Friday, March 18, 2016

Mob Testing: Definition and Clarifications

I did a webinar on Mob Testing as Ministry of Testing Masterclass this week, which will later be available in the Dojo if you missed it. My slides are available on Slideshare. There were some post-session questions I thought I'd take a moment to respond on in a blog. 

What is this?

Mob Testing, as I see it, is Mob Programming (Mobbing) applied to any activity we consider testing. I personally love both Mob Exploratory  Testing and Mob Testing to create automation artifacts. And best of all is intertwining testing with programming so that activities become hard to separate, which would then just really be mob programming (with an embedded testing perspective). 

So we take any testing activity, put the whole team together to work on that and rotate roles every 4 minutes - that's the start. The group finds a way to test it, building on what is going on, working as one mind on one task. No deciphering of what goes on in the computer, as the things that driver do must come from the navigators in the mob: no thinking at the keyboard. 

Q&A

Someone working in an Agile project (between the lines definition of agile is Scrum) asks more.
 
1. When does Mob-Testing takes place in project/feature life-cycle? Is it during the sprint along with User-Story Testing or post-sprint during as a regression/bug-hunt activity? 

These when-questions are tricky. Let me elaborate.
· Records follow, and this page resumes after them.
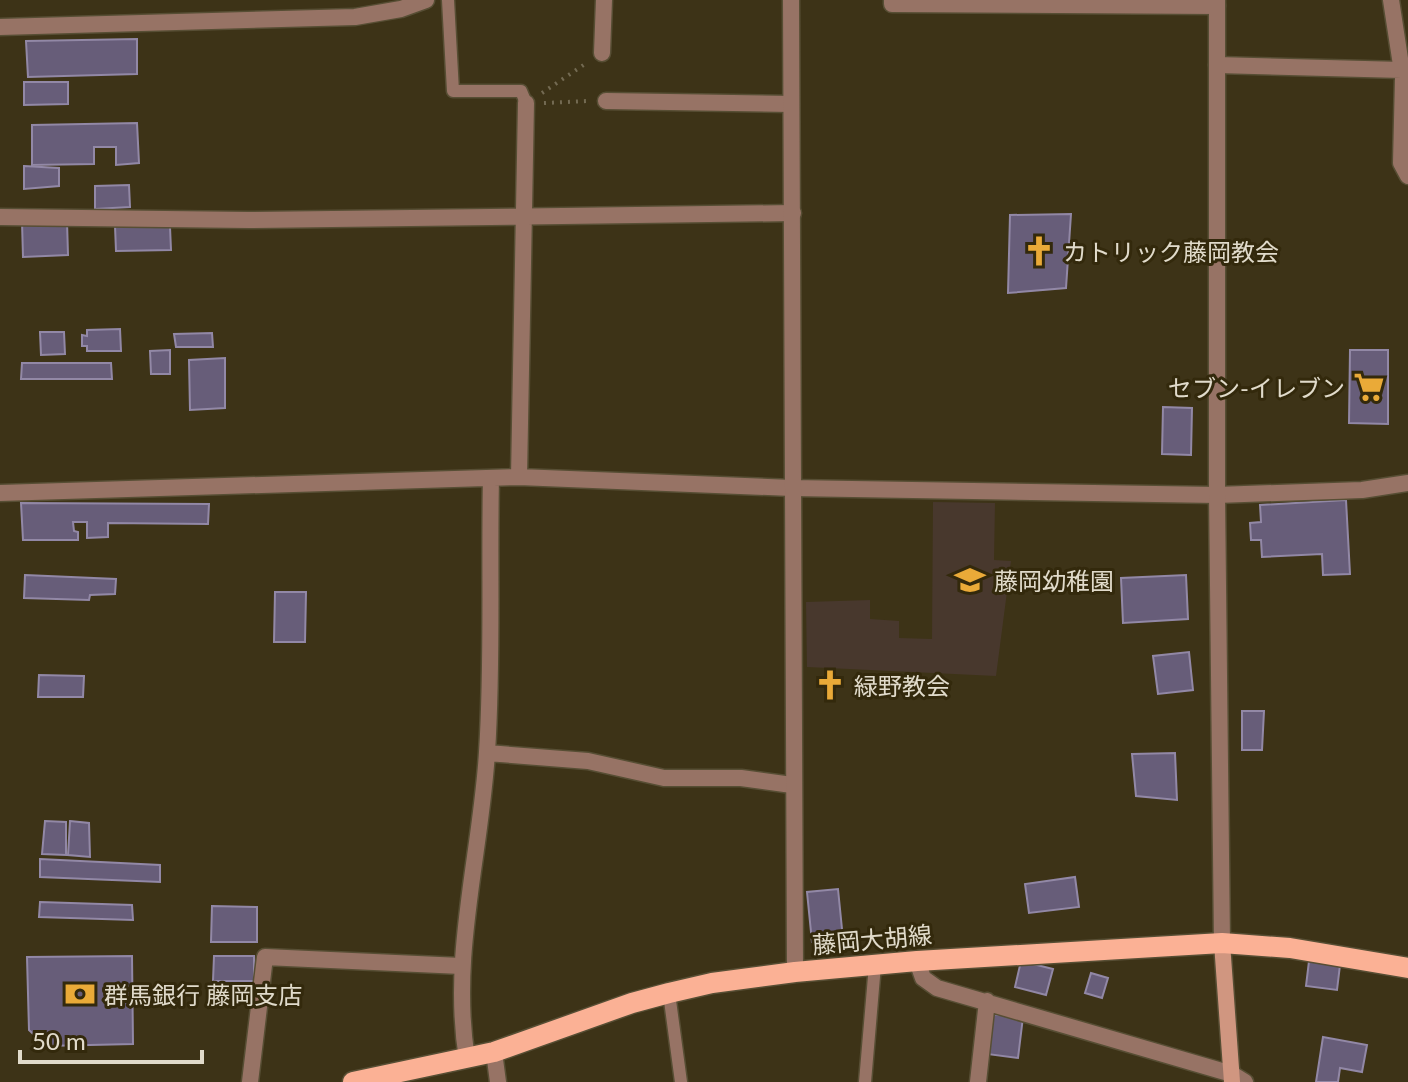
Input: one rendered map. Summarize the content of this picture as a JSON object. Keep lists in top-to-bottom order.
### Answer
{
  "streets": {
    "main road": ["藤岡大胡線"]
  },
  "places": {
    "church": ["カトリック藤岡教会", "緑野教会"],
    "supermarket": ["セブン-イレブン"],
    "school or university": ["藤岡幼稚園"],
    "bank": ["群馬銀行 藤岡支店"]
  },
  "scale_bar": "50 m"
}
For a very agile project using mob programming, the whole question of timing would be irrelevant. When the team members come to work in the morning, they start mobbing. They do that throughout the day until they leave. No code gets checked it without the team being there to work on it. Testing is getting intertwined with development. And releases of changes happen typically throughout the day. But this is not the agile you speak of. 

Agile I live with does not in-sprint and post-sprint activities. All activities happen in flow, I don't even have sprints. Each feature for me goes to production when it's ready and tested. And that happens daily. But the concepts in the question give me an idea of an organization that splits done to in-sprint and post-sprint activities, as there's work that leaks out of the sprints (and best way to fix that is to get rid of sprints and move to kanban and continuous delivery, but that's another topic of my earlier webinar available on Dojo on Continuous Delivery without Test Automation). 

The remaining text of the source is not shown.